■ Problem to solve
Among the entries below, which lines include the string "hidden"? Show each one.

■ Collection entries
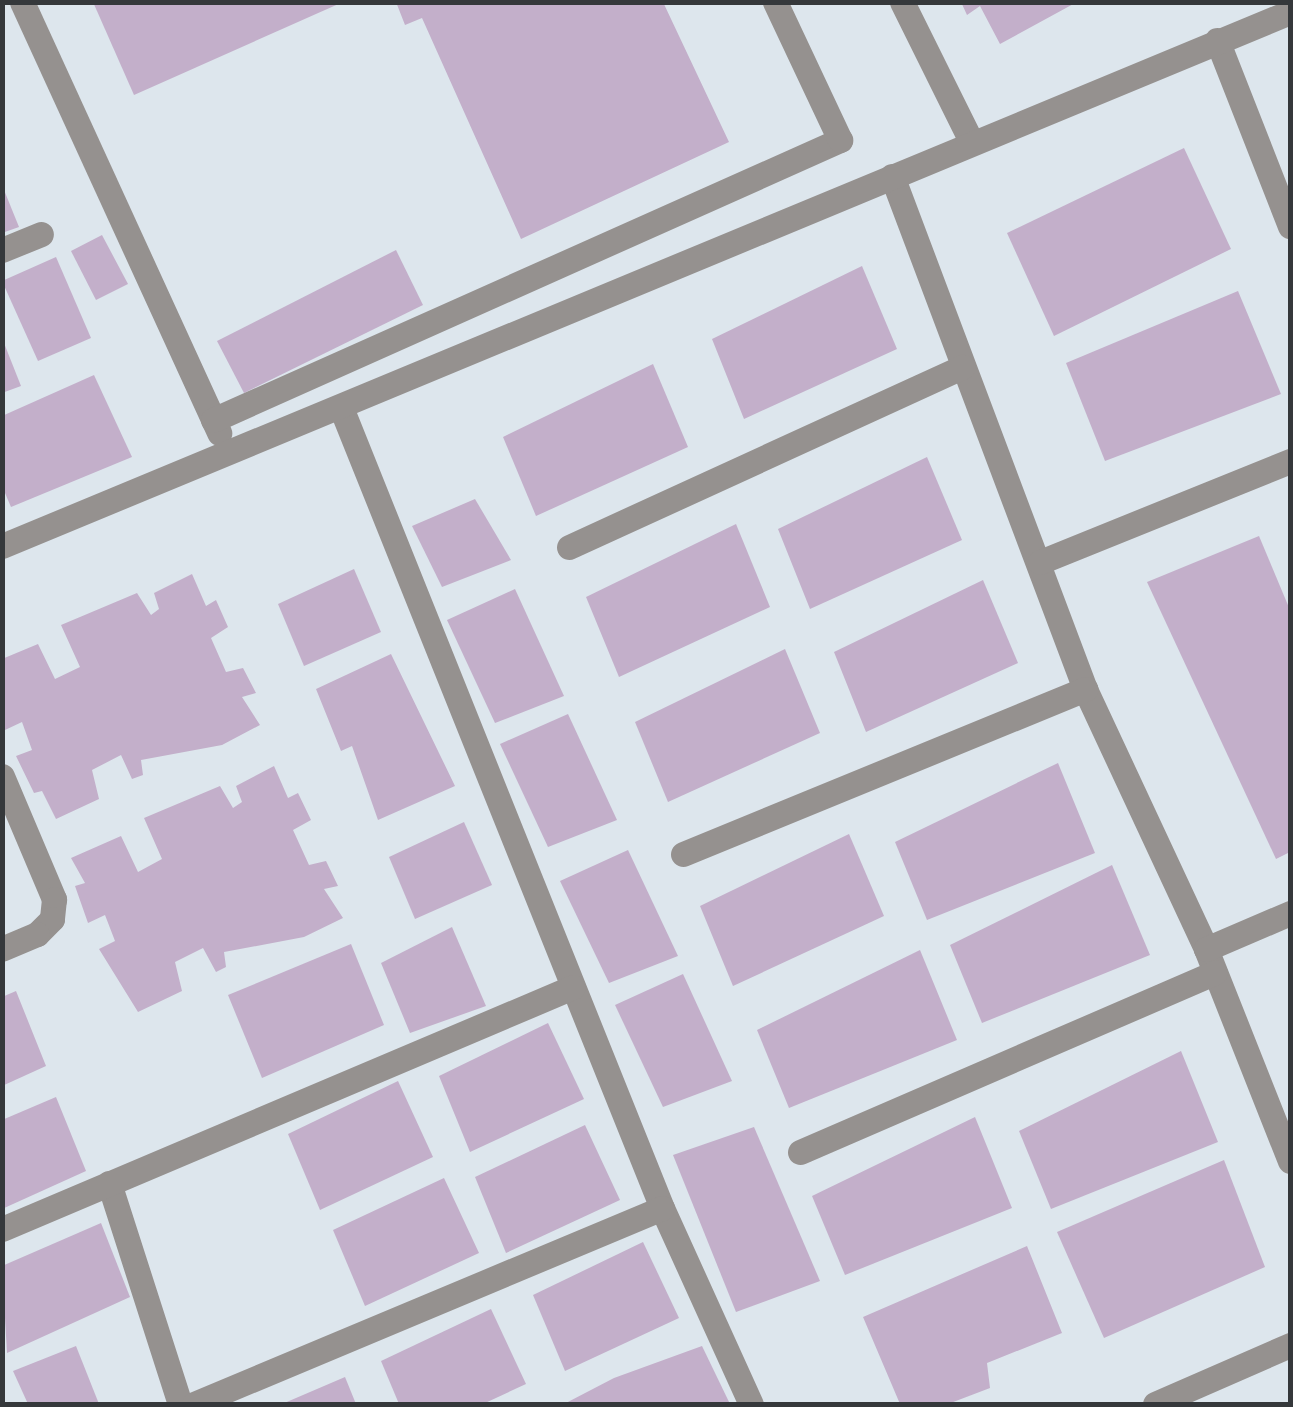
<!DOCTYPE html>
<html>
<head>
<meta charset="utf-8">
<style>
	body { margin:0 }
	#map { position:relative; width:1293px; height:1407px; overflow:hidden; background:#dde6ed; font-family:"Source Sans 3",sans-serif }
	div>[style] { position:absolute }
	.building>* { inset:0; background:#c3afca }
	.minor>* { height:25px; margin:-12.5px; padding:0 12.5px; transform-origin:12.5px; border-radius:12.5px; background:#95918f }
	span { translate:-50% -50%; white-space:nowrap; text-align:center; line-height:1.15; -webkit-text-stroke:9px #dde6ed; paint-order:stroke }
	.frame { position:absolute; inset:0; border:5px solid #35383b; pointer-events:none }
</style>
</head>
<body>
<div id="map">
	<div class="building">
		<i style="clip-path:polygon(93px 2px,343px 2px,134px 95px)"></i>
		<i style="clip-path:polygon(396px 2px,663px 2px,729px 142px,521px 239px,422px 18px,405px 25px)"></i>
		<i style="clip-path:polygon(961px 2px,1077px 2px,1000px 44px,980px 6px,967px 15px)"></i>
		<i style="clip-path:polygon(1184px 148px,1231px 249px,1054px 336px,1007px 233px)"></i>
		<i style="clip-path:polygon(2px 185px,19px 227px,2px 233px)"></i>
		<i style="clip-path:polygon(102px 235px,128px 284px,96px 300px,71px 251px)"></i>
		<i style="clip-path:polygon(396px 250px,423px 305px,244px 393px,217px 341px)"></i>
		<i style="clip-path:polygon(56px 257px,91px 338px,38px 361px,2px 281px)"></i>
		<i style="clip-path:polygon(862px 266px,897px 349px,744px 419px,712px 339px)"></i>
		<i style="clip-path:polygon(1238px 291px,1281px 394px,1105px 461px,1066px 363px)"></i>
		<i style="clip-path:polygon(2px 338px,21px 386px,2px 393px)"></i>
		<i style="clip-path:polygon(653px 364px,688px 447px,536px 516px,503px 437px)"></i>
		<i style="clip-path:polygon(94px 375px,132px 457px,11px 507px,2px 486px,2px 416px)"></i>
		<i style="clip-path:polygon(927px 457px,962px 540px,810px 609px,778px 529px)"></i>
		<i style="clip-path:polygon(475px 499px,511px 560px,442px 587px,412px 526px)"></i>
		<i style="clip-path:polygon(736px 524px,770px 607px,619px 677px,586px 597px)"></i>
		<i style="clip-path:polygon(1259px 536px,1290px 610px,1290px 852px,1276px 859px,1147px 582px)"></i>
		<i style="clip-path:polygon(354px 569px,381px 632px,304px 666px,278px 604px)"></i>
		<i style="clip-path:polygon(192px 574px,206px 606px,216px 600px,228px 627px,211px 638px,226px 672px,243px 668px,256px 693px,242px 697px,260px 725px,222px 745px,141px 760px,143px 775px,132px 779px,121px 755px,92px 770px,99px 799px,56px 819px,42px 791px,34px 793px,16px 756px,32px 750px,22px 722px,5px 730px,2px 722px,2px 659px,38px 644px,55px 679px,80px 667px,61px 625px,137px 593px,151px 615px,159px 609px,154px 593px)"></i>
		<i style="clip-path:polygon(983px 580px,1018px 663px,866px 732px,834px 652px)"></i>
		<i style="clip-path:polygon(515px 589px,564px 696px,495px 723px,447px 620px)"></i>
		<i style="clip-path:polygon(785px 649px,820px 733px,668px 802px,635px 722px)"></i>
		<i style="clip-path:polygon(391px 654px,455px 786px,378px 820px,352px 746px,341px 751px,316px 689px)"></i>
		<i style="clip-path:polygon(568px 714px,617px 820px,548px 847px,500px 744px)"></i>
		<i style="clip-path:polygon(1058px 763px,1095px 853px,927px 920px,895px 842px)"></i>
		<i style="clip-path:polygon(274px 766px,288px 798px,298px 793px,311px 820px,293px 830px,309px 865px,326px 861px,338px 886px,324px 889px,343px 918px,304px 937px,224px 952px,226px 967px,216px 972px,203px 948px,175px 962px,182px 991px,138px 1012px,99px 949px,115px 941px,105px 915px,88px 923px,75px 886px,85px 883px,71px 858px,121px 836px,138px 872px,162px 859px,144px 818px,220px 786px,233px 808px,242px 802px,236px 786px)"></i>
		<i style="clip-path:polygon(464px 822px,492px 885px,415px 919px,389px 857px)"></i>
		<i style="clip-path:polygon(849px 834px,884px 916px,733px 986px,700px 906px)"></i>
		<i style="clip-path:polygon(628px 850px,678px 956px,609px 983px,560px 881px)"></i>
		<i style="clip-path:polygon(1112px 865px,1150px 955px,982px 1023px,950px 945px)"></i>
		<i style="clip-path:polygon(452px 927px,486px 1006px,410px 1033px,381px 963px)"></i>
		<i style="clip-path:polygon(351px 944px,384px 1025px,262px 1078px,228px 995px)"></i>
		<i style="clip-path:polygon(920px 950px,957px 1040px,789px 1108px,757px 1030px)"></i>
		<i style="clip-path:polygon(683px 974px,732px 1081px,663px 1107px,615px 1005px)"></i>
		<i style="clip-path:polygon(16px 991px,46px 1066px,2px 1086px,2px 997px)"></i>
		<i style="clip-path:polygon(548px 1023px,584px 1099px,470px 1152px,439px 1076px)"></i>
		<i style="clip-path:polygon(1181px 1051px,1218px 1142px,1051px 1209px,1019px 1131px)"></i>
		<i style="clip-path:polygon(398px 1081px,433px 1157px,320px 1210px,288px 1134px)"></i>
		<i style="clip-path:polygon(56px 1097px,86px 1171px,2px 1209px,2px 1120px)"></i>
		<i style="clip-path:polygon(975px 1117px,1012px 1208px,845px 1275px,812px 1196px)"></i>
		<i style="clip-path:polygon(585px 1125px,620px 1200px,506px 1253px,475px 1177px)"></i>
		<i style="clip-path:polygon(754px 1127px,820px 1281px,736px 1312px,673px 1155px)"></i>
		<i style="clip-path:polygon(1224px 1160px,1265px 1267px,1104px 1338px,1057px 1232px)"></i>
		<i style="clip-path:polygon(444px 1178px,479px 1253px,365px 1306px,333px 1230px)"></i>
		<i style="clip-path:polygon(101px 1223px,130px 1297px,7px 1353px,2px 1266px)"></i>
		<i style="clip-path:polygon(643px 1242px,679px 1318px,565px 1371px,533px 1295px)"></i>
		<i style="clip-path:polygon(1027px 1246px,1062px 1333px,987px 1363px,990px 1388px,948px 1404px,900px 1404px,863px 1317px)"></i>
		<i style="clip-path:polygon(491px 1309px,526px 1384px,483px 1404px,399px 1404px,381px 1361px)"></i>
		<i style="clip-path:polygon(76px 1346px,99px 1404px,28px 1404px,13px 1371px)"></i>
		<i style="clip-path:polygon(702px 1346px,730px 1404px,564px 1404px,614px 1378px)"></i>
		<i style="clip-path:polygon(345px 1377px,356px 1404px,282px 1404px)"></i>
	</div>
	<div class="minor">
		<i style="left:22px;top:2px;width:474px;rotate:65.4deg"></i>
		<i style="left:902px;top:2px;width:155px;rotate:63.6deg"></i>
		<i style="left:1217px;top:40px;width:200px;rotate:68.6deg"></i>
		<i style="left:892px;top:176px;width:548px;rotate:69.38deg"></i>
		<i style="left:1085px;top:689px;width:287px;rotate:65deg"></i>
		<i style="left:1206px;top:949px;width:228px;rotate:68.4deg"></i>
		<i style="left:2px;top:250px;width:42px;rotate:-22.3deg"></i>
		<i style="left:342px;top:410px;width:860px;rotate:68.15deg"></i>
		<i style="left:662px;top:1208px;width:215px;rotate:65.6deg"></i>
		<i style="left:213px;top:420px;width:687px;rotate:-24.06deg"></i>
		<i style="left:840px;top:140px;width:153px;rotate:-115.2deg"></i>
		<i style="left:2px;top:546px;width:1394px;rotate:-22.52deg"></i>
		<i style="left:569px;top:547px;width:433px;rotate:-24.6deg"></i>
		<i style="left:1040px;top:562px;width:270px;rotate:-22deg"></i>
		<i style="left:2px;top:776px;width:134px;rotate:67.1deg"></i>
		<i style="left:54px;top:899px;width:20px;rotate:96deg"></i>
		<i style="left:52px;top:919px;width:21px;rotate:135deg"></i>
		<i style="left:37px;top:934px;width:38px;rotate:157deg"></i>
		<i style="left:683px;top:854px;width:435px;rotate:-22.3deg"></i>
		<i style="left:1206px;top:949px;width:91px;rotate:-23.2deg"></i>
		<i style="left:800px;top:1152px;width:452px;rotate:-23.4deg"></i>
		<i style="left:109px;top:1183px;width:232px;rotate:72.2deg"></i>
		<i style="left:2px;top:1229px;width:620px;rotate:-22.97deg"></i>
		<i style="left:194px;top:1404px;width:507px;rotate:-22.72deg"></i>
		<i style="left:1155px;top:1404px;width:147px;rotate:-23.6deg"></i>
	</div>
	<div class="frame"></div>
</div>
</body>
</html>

--

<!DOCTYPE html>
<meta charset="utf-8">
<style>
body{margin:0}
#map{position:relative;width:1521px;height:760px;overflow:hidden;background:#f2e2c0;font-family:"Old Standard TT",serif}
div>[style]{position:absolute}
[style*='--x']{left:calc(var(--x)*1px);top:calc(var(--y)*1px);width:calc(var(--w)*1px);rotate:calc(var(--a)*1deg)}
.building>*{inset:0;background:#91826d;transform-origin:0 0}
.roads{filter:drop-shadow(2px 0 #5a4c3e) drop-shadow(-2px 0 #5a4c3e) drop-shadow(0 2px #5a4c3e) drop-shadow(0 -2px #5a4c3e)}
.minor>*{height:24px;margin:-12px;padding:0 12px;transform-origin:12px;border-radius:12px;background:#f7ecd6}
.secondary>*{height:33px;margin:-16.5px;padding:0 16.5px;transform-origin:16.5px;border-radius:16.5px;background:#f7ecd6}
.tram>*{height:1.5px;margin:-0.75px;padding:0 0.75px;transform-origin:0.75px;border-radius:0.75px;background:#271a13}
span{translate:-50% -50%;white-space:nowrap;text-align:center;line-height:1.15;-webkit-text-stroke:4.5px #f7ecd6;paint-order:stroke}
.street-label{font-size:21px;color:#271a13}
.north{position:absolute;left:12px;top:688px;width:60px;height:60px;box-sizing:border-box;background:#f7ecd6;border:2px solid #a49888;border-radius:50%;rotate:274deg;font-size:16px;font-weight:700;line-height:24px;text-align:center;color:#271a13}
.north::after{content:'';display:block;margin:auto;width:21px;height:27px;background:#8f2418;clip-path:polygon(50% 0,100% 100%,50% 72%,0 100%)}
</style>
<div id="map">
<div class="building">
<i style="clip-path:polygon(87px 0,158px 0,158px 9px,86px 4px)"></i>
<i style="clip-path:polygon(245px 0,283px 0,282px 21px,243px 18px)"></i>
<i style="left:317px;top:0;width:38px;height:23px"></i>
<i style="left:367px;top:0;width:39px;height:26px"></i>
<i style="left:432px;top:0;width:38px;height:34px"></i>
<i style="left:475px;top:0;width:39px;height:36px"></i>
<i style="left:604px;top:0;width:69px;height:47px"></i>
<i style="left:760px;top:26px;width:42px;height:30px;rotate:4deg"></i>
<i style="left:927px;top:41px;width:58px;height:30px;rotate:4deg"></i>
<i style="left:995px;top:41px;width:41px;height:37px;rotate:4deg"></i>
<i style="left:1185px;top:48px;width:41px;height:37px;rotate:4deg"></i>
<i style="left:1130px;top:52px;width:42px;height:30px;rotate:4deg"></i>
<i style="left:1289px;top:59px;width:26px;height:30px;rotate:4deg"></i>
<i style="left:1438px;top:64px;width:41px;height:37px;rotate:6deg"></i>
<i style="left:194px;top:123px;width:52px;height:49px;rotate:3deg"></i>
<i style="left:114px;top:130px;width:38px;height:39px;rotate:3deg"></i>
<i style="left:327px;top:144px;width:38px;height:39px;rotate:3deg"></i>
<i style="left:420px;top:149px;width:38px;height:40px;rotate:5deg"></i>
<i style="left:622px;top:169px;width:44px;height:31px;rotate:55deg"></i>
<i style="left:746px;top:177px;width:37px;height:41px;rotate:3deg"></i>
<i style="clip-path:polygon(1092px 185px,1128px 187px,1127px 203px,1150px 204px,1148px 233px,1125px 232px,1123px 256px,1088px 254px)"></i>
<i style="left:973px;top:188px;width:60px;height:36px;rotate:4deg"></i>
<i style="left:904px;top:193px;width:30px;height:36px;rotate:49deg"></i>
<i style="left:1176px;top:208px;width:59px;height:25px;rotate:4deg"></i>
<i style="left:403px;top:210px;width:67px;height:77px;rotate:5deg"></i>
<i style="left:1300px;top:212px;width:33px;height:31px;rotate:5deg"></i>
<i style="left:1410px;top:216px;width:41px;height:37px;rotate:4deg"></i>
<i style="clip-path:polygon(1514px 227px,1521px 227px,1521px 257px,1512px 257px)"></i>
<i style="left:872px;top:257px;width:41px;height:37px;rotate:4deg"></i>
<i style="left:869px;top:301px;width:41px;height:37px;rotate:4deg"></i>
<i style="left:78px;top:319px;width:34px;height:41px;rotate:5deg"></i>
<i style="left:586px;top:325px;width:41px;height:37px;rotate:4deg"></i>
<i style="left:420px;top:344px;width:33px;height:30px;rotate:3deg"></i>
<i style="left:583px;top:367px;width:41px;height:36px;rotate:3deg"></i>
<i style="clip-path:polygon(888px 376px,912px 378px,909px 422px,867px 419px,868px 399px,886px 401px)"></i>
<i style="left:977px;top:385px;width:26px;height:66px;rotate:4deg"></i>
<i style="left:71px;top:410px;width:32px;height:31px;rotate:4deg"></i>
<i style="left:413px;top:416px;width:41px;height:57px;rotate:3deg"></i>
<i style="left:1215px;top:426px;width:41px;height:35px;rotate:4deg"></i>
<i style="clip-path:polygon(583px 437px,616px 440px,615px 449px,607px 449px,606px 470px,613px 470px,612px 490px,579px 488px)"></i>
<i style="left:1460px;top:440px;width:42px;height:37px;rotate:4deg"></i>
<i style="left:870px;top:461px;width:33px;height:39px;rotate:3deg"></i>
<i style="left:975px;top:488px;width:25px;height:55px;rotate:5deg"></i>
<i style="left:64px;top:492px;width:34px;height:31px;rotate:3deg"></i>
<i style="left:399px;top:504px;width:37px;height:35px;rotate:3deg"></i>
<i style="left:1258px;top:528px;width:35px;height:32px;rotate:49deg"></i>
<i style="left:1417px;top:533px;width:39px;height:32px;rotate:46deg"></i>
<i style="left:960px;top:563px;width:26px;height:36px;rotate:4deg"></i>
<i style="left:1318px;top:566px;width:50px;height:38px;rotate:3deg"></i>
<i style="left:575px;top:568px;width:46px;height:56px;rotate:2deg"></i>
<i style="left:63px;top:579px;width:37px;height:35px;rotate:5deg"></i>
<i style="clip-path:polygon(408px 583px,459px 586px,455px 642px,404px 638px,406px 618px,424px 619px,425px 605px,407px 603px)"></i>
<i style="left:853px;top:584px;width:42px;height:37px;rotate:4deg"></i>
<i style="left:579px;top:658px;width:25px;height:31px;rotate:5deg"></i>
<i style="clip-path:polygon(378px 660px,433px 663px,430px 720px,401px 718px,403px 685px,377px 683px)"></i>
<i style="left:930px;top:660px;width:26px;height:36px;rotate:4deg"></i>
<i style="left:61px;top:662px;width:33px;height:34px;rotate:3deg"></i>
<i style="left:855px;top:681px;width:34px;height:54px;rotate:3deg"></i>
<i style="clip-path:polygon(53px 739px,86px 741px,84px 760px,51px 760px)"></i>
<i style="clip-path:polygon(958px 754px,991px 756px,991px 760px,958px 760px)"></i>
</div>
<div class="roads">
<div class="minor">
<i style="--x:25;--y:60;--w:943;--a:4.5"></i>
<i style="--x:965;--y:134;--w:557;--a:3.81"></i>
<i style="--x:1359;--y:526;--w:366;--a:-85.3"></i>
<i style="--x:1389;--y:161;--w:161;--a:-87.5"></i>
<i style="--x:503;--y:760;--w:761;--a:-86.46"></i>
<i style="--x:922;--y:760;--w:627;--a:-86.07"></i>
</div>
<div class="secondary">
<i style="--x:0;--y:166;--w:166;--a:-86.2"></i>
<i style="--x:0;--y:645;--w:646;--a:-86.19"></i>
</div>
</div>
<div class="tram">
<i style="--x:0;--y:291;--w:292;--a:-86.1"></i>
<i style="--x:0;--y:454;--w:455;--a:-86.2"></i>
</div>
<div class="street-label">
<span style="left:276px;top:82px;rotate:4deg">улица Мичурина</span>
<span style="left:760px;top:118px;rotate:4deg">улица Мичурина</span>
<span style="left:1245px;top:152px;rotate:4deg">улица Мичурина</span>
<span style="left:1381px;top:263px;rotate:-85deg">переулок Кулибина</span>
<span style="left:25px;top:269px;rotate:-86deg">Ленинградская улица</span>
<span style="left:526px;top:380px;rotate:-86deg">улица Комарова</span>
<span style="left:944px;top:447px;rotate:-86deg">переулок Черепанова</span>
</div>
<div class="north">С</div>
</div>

■ Response to this exercise
	#map { position:relative; width:1293px; height:1407px; overflow:hidden; background:#dde6ed; font-family:"Source Sans 3",sans-serif }
#map{position:relative;width:1521px;height:760px;overflow:hidden;background:#f2e2c0;font-family:"Old Standard TT",serif}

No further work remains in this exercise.